The original WSJ, in retrospect, makes it fairly clear that Company B is Verizon (though I believe it provides the wrong explanation otherwise for Verizon’s inability to provide records, that it was partly foreign owned–though admittedly it only claims to be providing part of the explanation).

Unlike Sprint and AT&T, [Verizon Wireless and T-Mobile] also don’t perform classified work for the government. Such contracts require secure facilities that make cooperating with NSA programs simpler, people familiar with the matter said.

Verizon Associate General Counsel Michael Woods’ response to questions at a hearing earlier this year made it even more clear. He said that Verizon does not keep call detail records — as distinct from billing records — long at all (and they only keep billing records on the landline side for 18 months).

The contract with TCAU, the NSL IG Report (and the earlier Exigent Letters report) makes clear, would require providers to keep records for longer to facilitate some bells and whistles. That’s a big part of what the “make cooperating with NSA programs simpler” is likely about. Therefore, Verizon must be the provider that stopped retaining records in 2009 for the purpose of the government (It also just so happens to be the provider that doesn’t need the government cash as part of its business model). I suspect that TCAU remains closely related to Hemisphere, which may be why when I asked FBI about its participation in that unclassified project, FBI refused to comment at all.

If all that’s right, then AT&T and Sprint retain their call detail records because they have signed a contract with the government to do so. Verizon does not.

That means, at least since 2009, Verizon has been relying on actual call detail records to fulfill its obligations under Section 215, not a database that makes it easier to pull out precisely what the government wants (indeed, I suspect the end of the contract created the problems where Verizon was providing entirely foreign calls along with its domestic calls starting with the May 29, 2009 order).  The business records that Verizon had on hand was a CDR that, in the case of cell phones, necessarily included CSLI.

Verizon is still (the Verizon-specific language remains in the dragnet orders, and they challenged the first order after Leon’s decision in this case) providing records of landline calls that traverse its backbone.

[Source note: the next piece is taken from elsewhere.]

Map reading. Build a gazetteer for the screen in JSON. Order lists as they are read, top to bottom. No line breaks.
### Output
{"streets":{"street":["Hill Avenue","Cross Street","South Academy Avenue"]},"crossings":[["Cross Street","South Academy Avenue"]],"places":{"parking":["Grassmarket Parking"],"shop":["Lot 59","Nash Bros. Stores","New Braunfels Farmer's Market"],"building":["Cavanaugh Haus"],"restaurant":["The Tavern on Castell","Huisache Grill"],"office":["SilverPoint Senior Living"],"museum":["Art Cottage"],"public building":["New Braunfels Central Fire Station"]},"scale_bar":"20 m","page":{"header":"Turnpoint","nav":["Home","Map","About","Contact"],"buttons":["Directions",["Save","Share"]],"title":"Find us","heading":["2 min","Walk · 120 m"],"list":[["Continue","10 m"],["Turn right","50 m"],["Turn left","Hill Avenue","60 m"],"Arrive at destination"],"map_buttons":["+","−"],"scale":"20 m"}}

But when FISC made it a violation — rather than just overproduction they otherwise would have and have, in both this and other programs, approved — to provide CSLI, and made that public, it gave Verizon the opportunity to say it had no way to provide the cell data legally.

That’s sort of what the later WSJ report says, though it doesn’t explain why this would be limited in time or why NSA would have a problem when it collects CDRs internationally with CSLI with no problem.

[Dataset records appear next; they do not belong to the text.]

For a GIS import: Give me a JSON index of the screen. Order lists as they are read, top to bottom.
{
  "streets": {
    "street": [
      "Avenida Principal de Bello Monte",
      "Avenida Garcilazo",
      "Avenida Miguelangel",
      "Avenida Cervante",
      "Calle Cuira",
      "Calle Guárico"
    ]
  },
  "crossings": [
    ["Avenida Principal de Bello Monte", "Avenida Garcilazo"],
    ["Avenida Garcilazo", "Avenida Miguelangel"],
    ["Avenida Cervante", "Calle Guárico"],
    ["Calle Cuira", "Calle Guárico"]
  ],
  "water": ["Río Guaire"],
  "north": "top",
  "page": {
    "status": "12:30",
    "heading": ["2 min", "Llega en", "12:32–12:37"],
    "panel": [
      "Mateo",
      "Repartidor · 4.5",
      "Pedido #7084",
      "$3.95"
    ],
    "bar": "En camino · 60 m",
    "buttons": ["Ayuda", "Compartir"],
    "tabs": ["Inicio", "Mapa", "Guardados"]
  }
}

Moreover, the NSA has been stymied by how to remove location data—which it isn’t allowed to collect without getting additional court approval—from U.S. cellphone records collected in bulk, a U.S. official said.

I’m not sure whether it’s the case that Verizon couldn’t very easily pull that CSLI off or not. But I do suspect — particularly for a program that offers no compensation — that Verizon no longer had a legal obligation to. (This probably answers, by the way, how AT&T and Sprint are getting paid here: they’re being paid to keep their CDRs under the old TCAU contracts with the FBI.)

The government repeats over and over that they’re only getting business records the companies already have. Verizon has made it clear it doesn’t have cell call detail records without the location attached. And therefore, I suspect, the government lost its ability to make Verizon comply. That is also why, I suspect, the President claims he needs new legislation to make this happen: because he needs language forcing the providers to provide the CDRs in the form the government wants it in.

If I’m right, though — that the government had 99% coverage of telephony until Claire Eagan specifically excluded cell location — then Klayman should have standing. That’s because Richard Leon’s injunction not only prohibited the government from collecting any new records from Klayman, he also required the government to “destroy any such metadata in its possession that was collected through the bulk collection program.”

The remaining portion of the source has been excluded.